As with most hill stations, the distance between two points may look small in kilometers but in terms of time, it takes many hours. For example, Shillong to Cherrapunji is just 50 kms. But takes upwards of 2 hours even with good roads, no hairpin bends, and no nasty curves. 

In 4 days, you can cover only the capital city Shillong and places in East Khasi Hills. You need another week to cover Jaintia, Garo, and West Khasi Hills. And trust me, there is a whole world to explore out there in these hills. 

7. The water makes your hair soft, and easier to untangle. You can remove the knots easily. All the local women had silky, straight hair. It looked like they had straightened it in a parlor. Impeccable. Even a girl I saw in a hut had parlor-type straight hair. 

8. Every nook and corner and crevice is a thing of beauty in Meghalaya.

9. You will hardly find any clinics, hospitals, or medical stores around. And this I had noticed even in Sikkim. The people living close to nature are the healthiest, I guess. In cities, every street will have a pharmacy. Hospitals and clinics in every area. 

So what was the bad part of the trip? The people. Yes, you heard that right. The Khasi women are unbelievably brusque. It unsettles you. 

I don't understand why people in the hotel industry or taxi service business or running restaurants or small eateries or businesses that are entirely dependent on tourists for their survival, treat tourists so poorly. They give off this very negative vibe. Like we are their enemies. Like they don't want us there. Like they are doing us a favor by being in front of us. 

You go to a restaurant to eat and no one bothers to ask you your order. You have to struggle to get their attention. And then, YOU have to ask them,  "what else do you have?". They will just place the first item you ordered and not turn around to look. But they will definitely count the money properly. 
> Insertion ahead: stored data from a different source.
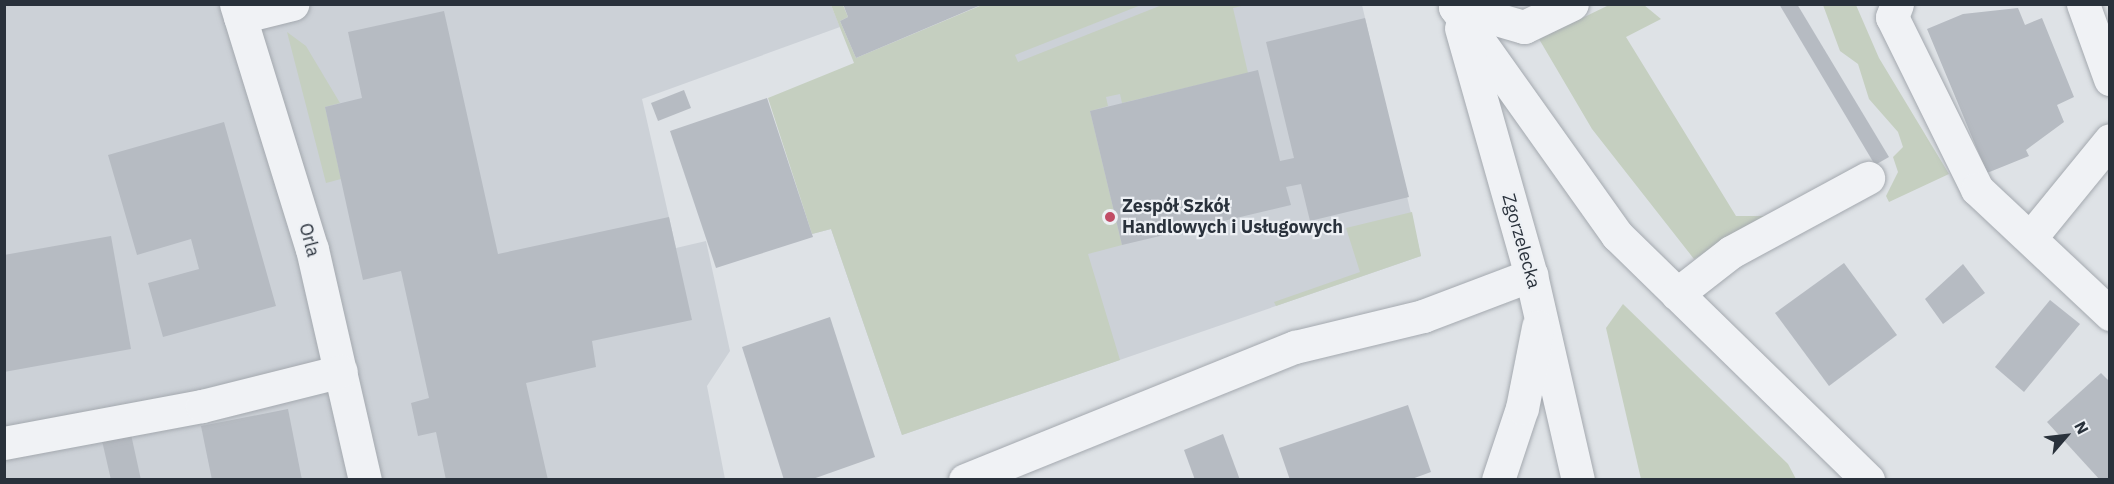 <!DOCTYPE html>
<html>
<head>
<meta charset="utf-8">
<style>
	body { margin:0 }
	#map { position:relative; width:2114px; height:484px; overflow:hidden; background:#dee2e6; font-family:"IBM Plex Sans",sans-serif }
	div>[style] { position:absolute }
	.built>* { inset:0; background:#ccd1d7 }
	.green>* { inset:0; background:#c5cfc0 }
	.building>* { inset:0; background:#b6bbc2 }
	.roads { filter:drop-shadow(0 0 2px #a4a9af) drop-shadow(0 0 2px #a4a9af) }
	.minor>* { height:33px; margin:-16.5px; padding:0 16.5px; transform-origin:16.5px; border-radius:16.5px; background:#f0f2f5 }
	.dots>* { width:16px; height:16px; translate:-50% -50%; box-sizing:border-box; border:3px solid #edf0f4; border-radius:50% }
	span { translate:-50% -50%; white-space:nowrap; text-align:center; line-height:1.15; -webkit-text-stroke:4.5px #edf0f4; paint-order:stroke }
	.poi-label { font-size:18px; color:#29313b; font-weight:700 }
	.left { translate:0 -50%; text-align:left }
	.street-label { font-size:18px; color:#29313b }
	.frame { position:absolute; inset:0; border:6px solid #29313b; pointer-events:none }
	.north { position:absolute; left:2036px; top:406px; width:60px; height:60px; -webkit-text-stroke:4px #edf0f4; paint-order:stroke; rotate:62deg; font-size:16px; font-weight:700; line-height:24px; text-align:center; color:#29313b }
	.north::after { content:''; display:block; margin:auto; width:21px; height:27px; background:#29313b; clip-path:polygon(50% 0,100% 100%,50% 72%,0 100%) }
</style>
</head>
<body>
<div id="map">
	<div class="built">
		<div style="clip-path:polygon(4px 5px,831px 5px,840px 27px,642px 99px,676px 248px,706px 241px,730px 351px,707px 386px,725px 479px,5px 479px)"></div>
		<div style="clip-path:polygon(999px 5px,1362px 5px,1421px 256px,902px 435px,831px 229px,812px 234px)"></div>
	</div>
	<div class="green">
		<div style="clip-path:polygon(831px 5px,843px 5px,848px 17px,840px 21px,856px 58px,982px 5px,1141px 5px,1015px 55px,1018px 62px,1162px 5px,1246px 5px,1233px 8px,1248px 73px,1122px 103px,1120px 94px,1106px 97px,1108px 106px,1090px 111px,1122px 245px,1088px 254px,1120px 360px,902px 435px,831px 229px,812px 234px,768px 98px,854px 63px)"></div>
		<div style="clip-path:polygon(1609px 5px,1644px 5px,1661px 19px,1626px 37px,1736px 216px,1767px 216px,1694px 259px,1592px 129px,1539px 39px)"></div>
		<div style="clip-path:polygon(1823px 5px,1856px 5px,1879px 58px,1949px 174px,1889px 202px,1886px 196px,1898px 172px,1893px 157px,1903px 147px,1898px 132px,1869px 99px,1858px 64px,1840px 51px)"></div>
		<div style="clip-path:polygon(287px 32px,306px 46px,340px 103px,325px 107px,341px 179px,326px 183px)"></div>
		<div style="clip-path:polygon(1412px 212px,1421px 256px,1276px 306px,1274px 302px,1360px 272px,1346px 228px)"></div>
		<div style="clip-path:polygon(1623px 304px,1788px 464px,1796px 479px,1641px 479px,1606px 328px)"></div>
	</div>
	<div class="building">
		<div style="clip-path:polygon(843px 4px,981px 5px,856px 58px,840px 21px,848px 17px)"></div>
		<div style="clip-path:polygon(1779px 4px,1797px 4px,1889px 157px,1875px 165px)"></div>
		<div style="clip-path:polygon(2018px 8px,2025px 25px,2042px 18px,2074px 97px,2057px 105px,2064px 122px,2026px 150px,2029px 156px,1987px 173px,1927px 29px,1963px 14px)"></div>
		<div style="clip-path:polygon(444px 11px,498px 254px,669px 217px,692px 320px,592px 341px,596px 367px,526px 383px,548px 480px,446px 480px,436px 432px,418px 436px,411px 403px,429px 398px,401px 271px,363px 280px,348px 212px,325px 107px,362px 98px,348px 32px)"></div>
		<div style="clip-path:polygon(1365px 18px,1409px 197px,1310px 221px,1301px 184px,1286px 187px,1291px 205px,1122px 245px,1090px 111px,1258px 70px,1280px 161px,1294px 158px,1266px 42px)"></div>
		<div style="clip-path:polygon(684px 90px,691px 108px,658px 121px,651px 103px)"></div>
		<div style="clip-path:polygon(767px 98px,813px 237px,716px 268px,670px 131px)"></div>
		<div style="clip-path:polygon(224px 122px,276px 306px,163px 337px,148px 283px,199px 269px,191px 239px,137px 255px,108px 155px)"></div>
		<div style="clip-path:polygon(111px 236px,131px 349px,4px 372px,4px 255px)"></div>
		<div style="clip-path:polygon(1844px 263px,1897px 335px,1829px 386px,1775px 313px)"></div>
		<div style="clip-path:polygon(1963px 264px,1985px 293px,1943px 324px,1925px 299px)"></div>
		<div style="clip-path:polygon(2050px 300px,2080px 324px,2024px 392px,1995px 367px)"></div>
		<div style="clip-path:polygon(830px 317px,875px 457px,810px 480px,784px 480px,742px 347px)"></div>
		<div style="clip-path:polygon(2101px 373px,2110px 382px,2110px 480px,2100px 480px,2047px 422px)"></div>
		<div style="clip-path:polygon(1408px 405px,1431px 472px,1409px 480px,1290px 480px,1279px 448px)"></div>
		<div style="clip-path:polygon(288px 409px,302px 480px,212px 480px,201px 426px)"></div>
		<div style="clip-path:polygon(129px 425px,141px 480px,111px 480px,100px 432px)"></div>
		<div style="clip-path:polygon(1223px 434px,1240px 480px,1195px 480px,1184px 450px)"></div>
	</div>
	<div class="roads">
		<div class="minor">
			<div style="left:236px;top:4px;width:257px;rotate:72.8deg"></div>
			<div style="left:312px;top:249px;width:237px;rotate:77.1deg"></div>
			<div style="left:1897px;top:4px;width:14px;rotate:111deg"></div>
			<div style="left:1892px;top:17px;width:192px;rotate:63.7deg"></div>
			<div style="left:1977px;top:189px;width:183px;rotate:43.2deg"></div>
			<div style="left:2083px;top:4px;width:80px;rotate:70.2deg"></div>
			<div style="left:1455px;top:7px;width:280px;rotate:54.6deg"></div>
			<div style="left:1617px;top:235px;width:351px;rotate:44.3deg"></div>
			<div style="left:1455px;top:7px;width:72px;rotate:16.2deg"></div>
			<div style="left:1524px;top:27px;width:53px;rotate:-25.6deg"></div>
			<div style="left:240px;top:17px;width:54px;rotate:-14deg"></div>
			<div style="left:1461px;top:28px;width:257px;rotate:74.2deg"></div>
			<div style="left:1531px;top:275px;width:210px;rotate:77.1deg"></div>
			<div style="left:2031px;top:237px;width:125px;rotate:-50.8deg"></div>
			<div style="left:1677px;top:294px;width:68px;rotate:-37.9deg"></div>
			<div style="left:1731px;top:252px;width:156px;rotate:-28.4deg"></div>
			<div style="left:4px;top:443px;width:201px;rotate:-10.6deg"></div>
			<div style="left:202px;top:406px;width:143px;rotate:-14.1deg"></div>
			<div style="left:965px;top:480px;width:356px;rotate:-22deg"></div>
			<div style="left:1295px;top:347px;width:132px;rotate:-13.6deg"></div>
			<div style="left:1423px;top:316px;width:116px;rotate:-20.8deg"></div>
			<div style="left:1498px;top:480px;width:76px;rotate:-71.6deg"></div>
			<div style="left:1522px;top:408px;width:83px;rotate:-78.8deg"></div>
		</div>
	</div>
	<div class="dots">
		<div style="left:1110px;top:217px;background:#c14d66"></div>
	</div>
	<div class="poi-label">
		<span class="left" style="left:1122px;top:217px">Zespół Szkół<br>Handlowych i Usługowych</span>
	</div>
	<div class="street-label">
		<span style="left:309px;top:240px;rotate:75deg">Orla</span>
		<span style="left:1521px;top:241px;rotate:74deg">Zgorzelecka</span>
	</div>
	<div class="frame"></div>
	<div class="north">N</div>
</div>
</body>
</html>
And they all want ONLY cash. Digital payments in other parts of India have created world records in terms of value and volume of transactions but here the concept is unheard of. 

I hate places or people who do not value the very reason for their existence. You would think they might have learned their lesson from the pandemic that lasted two years and completely destroyed their livelihood. They barely lived a hand-to-mouth existence. They depended on various government or NGO assistance to pull themselves through the hard times. And yet, they don't value the return of tourists to their towns. Their homestays (there are so many new ones being built to cater to the demand!!), their restaurants, their petrol pumps, their tiny shops, their vehicles - everything is for and because of the tourists who spend so much time and money to visit these far away places. The kind of reception we get is startling, to say the least. 

The trip to ML cost us around Rs 25,000 for 3 adults and 1 child for 4 days (taxi for 2 days = Rs 8000, self drive car from Zoomcar = Rs 4000 rent + Rs 4000 petrol, homestay two nights = Rs 2800 + Rs 2200, parking/entry fees = Rs 1000 and food). This excludes the flight charges, of course. This is the amount from Guwahati to Shillong. 

Overall, a great trip and many memories to last a lifetime. The landscape of Meghalaya is so mesmerizing that your heart yearns to go back and stay there for some more days. It was a memorable trip and well worth the money.